▶ BRIEF: Copy the records below word for word, from the first line through the line that contains "const toPath = rows", and leave out any pictures.

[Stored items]
──────
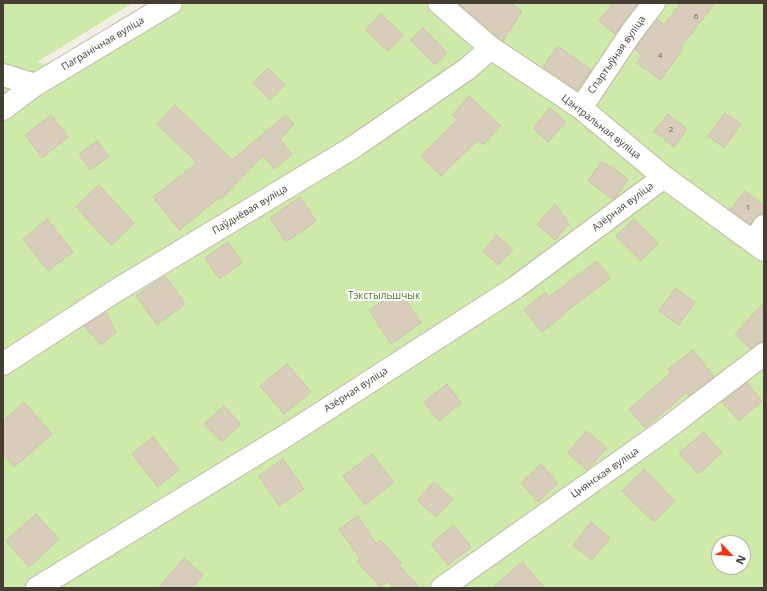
<!DOCTYPE html>
<html>
<head>
<meta charset="utf-8">
<style>
	body { margin:0 }
	#map { position:relative; width:767px; height:591px; overflow:hidden; background:#f3eee3; font-family:"Open Sans",sans-serif }
	canvas { display:block }
	.frame { position:absolute; inset:0; border:4px solid #453e33; pointer-events:none }
	.north { position:absolute; left:711px; top:535px; width:40px; height:40px; box-sizing:border-box; background:#fff; border:1px solid #b5b2ad; border-radius:50%; rotate:116deg; font-size:11px; font-weight:700; line-height:16px; text-align:center; color:#453e33 }
	.north::after { content:''; display:block; margin:auto; width:14px; height:18px; background:#ff300d; clip-path:polygon(50% 0,100% 100%,50% 72%,0 100%) }
</style>
</head>
<body>
<div id="map">
<canvas width="767" height="591"></canvas>
<div class="frame"></div>
<div class="north">N</div>
</div>
<script>
const ctx = document.querySelector('canvas').getContext('2d');
ctx.lineJoin = 'round';
function fill(path, color) { ctx.fillStyle = color; ctx.fill(path, 'evenodd'); }
const toPath = rows => new Path2D(rows.map(r => 'M' + r).join(''));
function stroke(path, color, width, dash) { ctx.strokeStyle = color; ctx.lineWidth = width; ctx.lineCap = dash ? 'butt' : 'round'; ctx.setLineDash(dash || []); ctx.stroke(path); }
function label(font, color, halo, rows, align = 'center') {
  ctx.font = font + ' "Open Sans",sans-serif'; ctx.lineWidth = 4; ctx.setLineDash([]); ctx.textBaseline = 'middle'; ctx.strokeStyle = halo; ctx.fillStyle = color; for (const [text, x, y, turn = 0] of rows) {
    ctx.save(); ctx.translate(x, y); ctx.rotate((+turn || 0) * Math.PI / 180); ctx.textAlign = isNaN(turn) ? turn : align; if (halo) ctx.strokeText(text, 0, 0); ctx.fillText(text, 0, 0); ctx.restore();
  }
}
const green = toPath([
	[3,3,133,3,37,62,45,64,170,3,764,3,764,588,3,588,3,57,13,58,3,56],
	[719,543,743,543,743,567,719,567]
]);
const building = toPath([
	[458,3,510,3,522,11,503,41,458,3],
	[613,3,636,3,637,4,615,34,599,21,613,3],
	[681,3,715,3,681,47,683,48,661,80,637,63,642,55,635,49,657,19,664,25,681,3],
	[381,14,403,35,388,51,365,30,381,14],
	[423,28,447,53,435,65,410,40,423,28],
	[558,46,591,70,577,90,543,67,558,46],
	[268,68,285,85,270,100,253,83,268,68],
	[469,96,501,126,483,145,478,140,441,176,421,156,457,120,452,115,469,96],
	[175,105,232,160,286,115,294,125,280,139,292,154,274,169,263,156,221,199,219,198,179,230,153,197,197,163,157,124,175,105],
	[550,108,566,122,548,142,533,128,550,108],
	[725,113,741,124,724,148,708,136,725,113],
	[668,114,687,129,674,147,654,131,668,114],
	[51,115,68,137,42,158,25,135,51,115],
	[97,141,109,156,90,170,79,154,97,141],
	[602,161,628,179,616,197,613,199,588,181,602,161],
	[99,185,134,223,111,245,76,207,99,185],
	[745,191,764,206,764,210,761,214,758,215,754,219,750,224,730,210,745,191],
	[300,197,316,221,286,242,270,218,300,197],
	[555,204,569,224,555,240,537,224,555,204],
	[47,219,73,252,48,271,23,239,47,219],
	[634,219,658,243,641,261,616,236,634,219],
	[497,235,513,250,498,265,483,251,497,235],
	[228,242,242,263,219,279,205,258,228,242],
	[597,261,610,278,563,314,564,315,542,332,524,310,545,292,549,297,597,261],
	[165,276,185,304,157,325,136,296,165,276],
	[675,288,695,302,679,325,659,311,675,288],
	[399,290,421,323,391,344,369,310,399,290],
	[764,303,764,339,761,342,756,344,751,349,735,334,764,303],
	[106,313,116,332,101,345,84,326,106,313],
	[693,350,714,377,689,396,687,392,645,428,629,409,671,373,668,369,693,350],
	[287,364,311,392,284,414,260,386,287,364],
	[747,383,762,401,739,421,722,402,747,383],
	[447,384,461,403,439,421,424,402,447,384],
	[24,402,52,434,14,467,3,454,3,421,24,402],
	[224,406,241,424,222,442,204,424,224,406],
	[586,431,607,448,590,467,587,470,568,453,586,431],
	[704,432,722,453,698,474,679,453,704,432],
	[153,437,179,470,158,487,132,454,153,437],
	[372,454,394,482,365,505,343,476,372,454],
	[283,459,304,489,279,506,259,476,283,459],
	[541,464,558,483,538,502,521,483,541,464],
	[644,469,675,501,654,522,622,491,644,469],
	[434,482,453,499,436,517,417,500,434,482],
	[36,514,59,539,29,567,6,541,36,514],
	[358,516,376,544,381,540,401,563,399,565,420,588,394,588,388,581,380,587,357,561,360,559,339,529,358,516],
	[591,522,610,538,592,560,573,545,591,522],
	[454,525,471,547,448,565,431,544,454,525],
	[184,558,203,575,192,588,158,588,184,558],
	[522,562,545,588,492,588,522,562]
]);
const minor = toPath([
	[439,3,491,48,581,108,664,177,764,250],
	[3,75,35,85],
	[581,108,631,33,654,3],
	[3,109,35,85,171,3],
	[753,242,764,226],
	[3,364,117,290,352,148,467,69,491,48],
	[37,588,287,435,516,287,664,177],
	[442,588,662,432,764,354]
]);
const numberNames = [
	["6",696,17],
	["4",660,56],
	["2",671,130],
	["1",748,208]
];
const streetNames = [
	["Пагранічная вуліца",103,44,-31],
	["Спартыўная вуліца",617,55,-55],
	["Цэнтральная вуліца",601,127,38],
	["Азёрная вуліца",623,207,-37],
	["Паўднёвая вуліца",250,210,-31],
	["Азёрная вуліца",356,390,-33],
	["Цнянская вуліца",605,473,-35]
];
const parkNames = [
	["Тэкстыльшчык",384,296]
];
fill(green, '#cdeaa9');
fill(building, '#d8ccbb');
stroke(building, '#d0c1ab', 1);
stroke(minor, '#c1b8a8', 24);
stroke(minor, '#fff', 22);
label('8px', '#6a6255', null, numberNames);
label('10px', '#453e33', '#fff', streetNames);
label('10px', '#447924', '#fff', parkNames);
</script>
</body>
</html>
──────
▶ TASK SOLUTION:
<!DOCTYPE html>
<html>
<head>
<meta charset="utf-8">
<style>
	body { margin:0 }
	#map { position:relative; width:767px; height:591px; overflow:hidden; background:#f3eee3; font-family:"Open Sans",sans-serif }
	canvas { display:block }
	.frame { position:absolute; inset:0; border:4px solid #453e33; pointer-events:none }
	.north { position:absolute; left:711px; top:535px; width:40px; height:40px; box-sizing:border-box; background:#fff; border:1px solid #b5b2ad; border-radius:50%; rotate:116deg; font-size:11px; font-weight:700; line-height:16px; text-align:center; color:#453e33 }
	.north::after { content:''; display:block; margin:auto; width:14px; height:18px; background:#ff300d; clip-path:polygon(50% 0,100% 100%,50% 72%,0 100%) }
</style>
</head>
<body>
<div id="map">
<canvas width="767" height="591"></canvas>
<div class="frame"></div>
<div class="north">N</div>
</div>
<script>
const ctx = document.querySelector('canvas').getContext('2d');
ctx.lineJoin = 'round';
function fill(path, color) { ctx.fillStyle = color; ctx.fill(path, 'evenodd'); }
const toPath = rows => new Path2D(rows.map(r => 'M' + r).join(''));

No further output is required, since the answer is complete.